## EXERCISE DIRECTIONS
When you spot the word "down" in a line of the data below, copy that line.

## DATA LISTING
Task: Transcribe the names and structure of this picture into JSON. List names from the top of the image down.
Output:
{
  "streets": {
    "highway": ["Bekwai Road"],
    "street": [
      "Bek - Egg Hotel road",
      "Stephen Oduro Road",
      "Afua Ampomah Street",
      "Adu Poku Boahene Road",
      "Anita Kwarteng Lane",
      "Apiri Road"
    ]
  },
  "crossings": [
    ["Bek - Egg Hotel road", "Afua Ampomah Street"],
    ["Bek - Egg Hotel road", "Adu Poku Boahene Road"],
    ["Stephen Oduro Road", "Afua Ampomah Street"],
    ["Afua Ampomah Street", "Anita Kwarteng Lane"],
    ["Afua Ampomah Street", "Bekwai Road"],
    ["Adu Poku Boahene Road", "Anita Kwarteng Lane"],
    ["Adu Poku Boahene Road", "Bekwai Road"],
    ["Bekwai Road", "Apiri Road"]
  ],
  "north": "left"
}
...
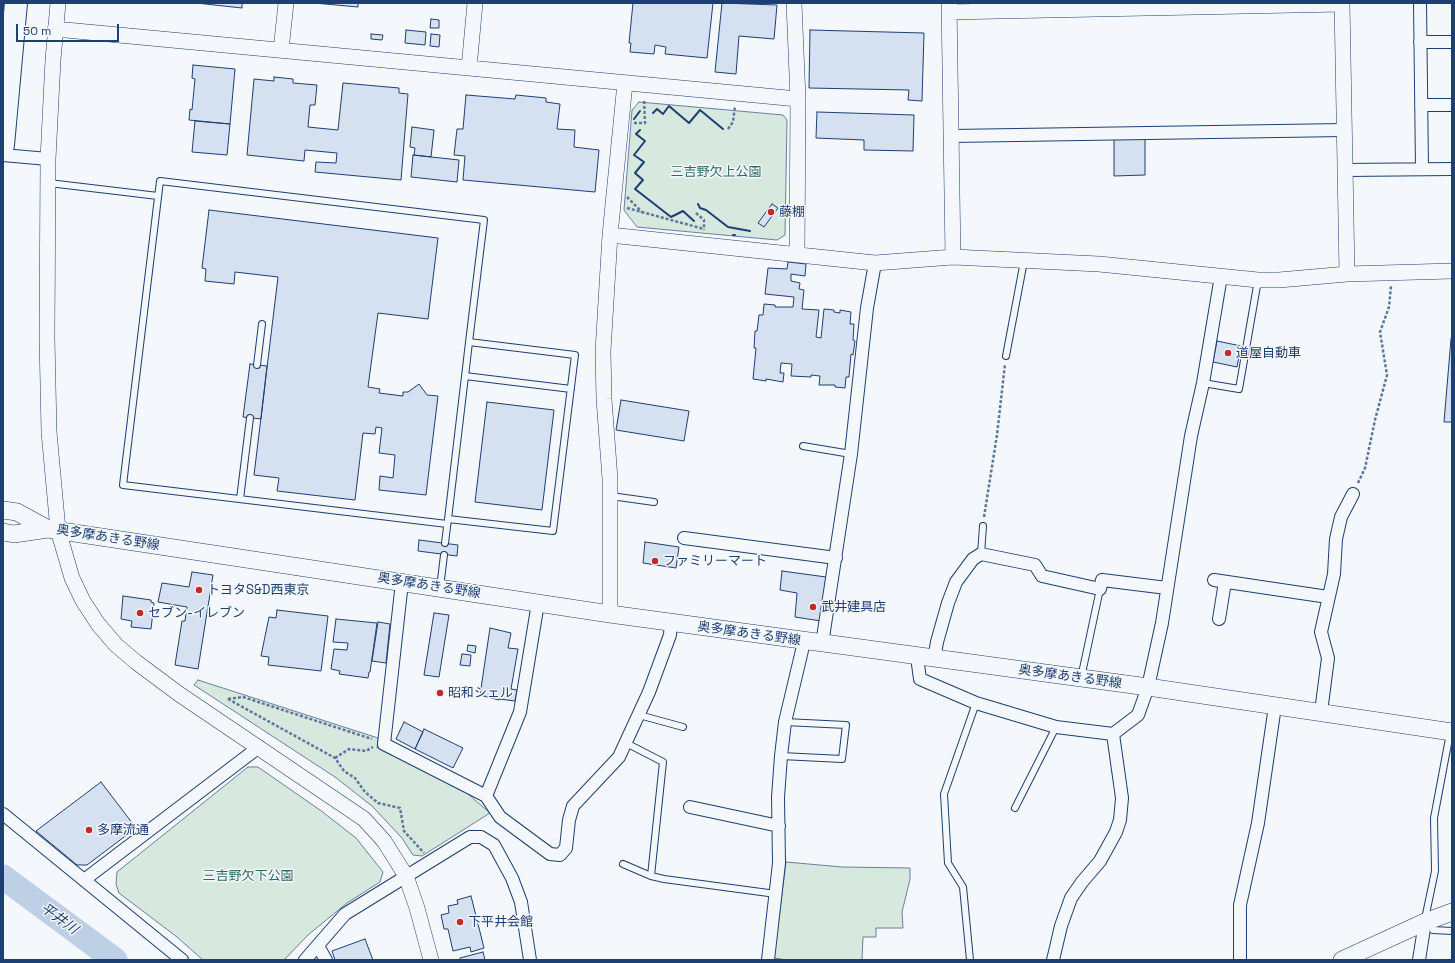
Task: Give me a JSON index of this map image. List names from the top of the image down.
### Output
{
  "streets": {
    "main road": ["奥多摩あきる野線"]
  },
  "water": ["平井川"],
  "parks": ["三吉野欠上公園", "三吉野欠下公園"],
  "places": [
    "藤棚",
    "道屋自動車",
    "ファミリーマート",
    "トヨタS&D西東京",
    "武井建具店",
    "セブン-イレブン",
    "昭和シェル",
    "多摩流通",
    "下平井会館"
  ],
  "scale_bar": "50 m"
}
...
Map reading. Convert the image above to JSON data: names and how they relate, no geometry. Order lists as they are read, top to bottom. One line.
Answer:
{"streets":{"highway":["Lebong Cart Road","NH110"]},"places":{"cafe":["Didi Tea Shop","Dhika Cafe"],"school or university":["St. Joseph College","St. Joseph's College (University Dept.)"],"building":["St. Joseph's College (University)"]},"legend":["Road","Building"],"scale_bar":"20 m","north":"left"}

## TASK RESPONSE
Task: Transcribe the names and structure of this picture into JSON. List names from the top of the image down.
Task: Give me a JSON index of this map image. List names from the top of the image down.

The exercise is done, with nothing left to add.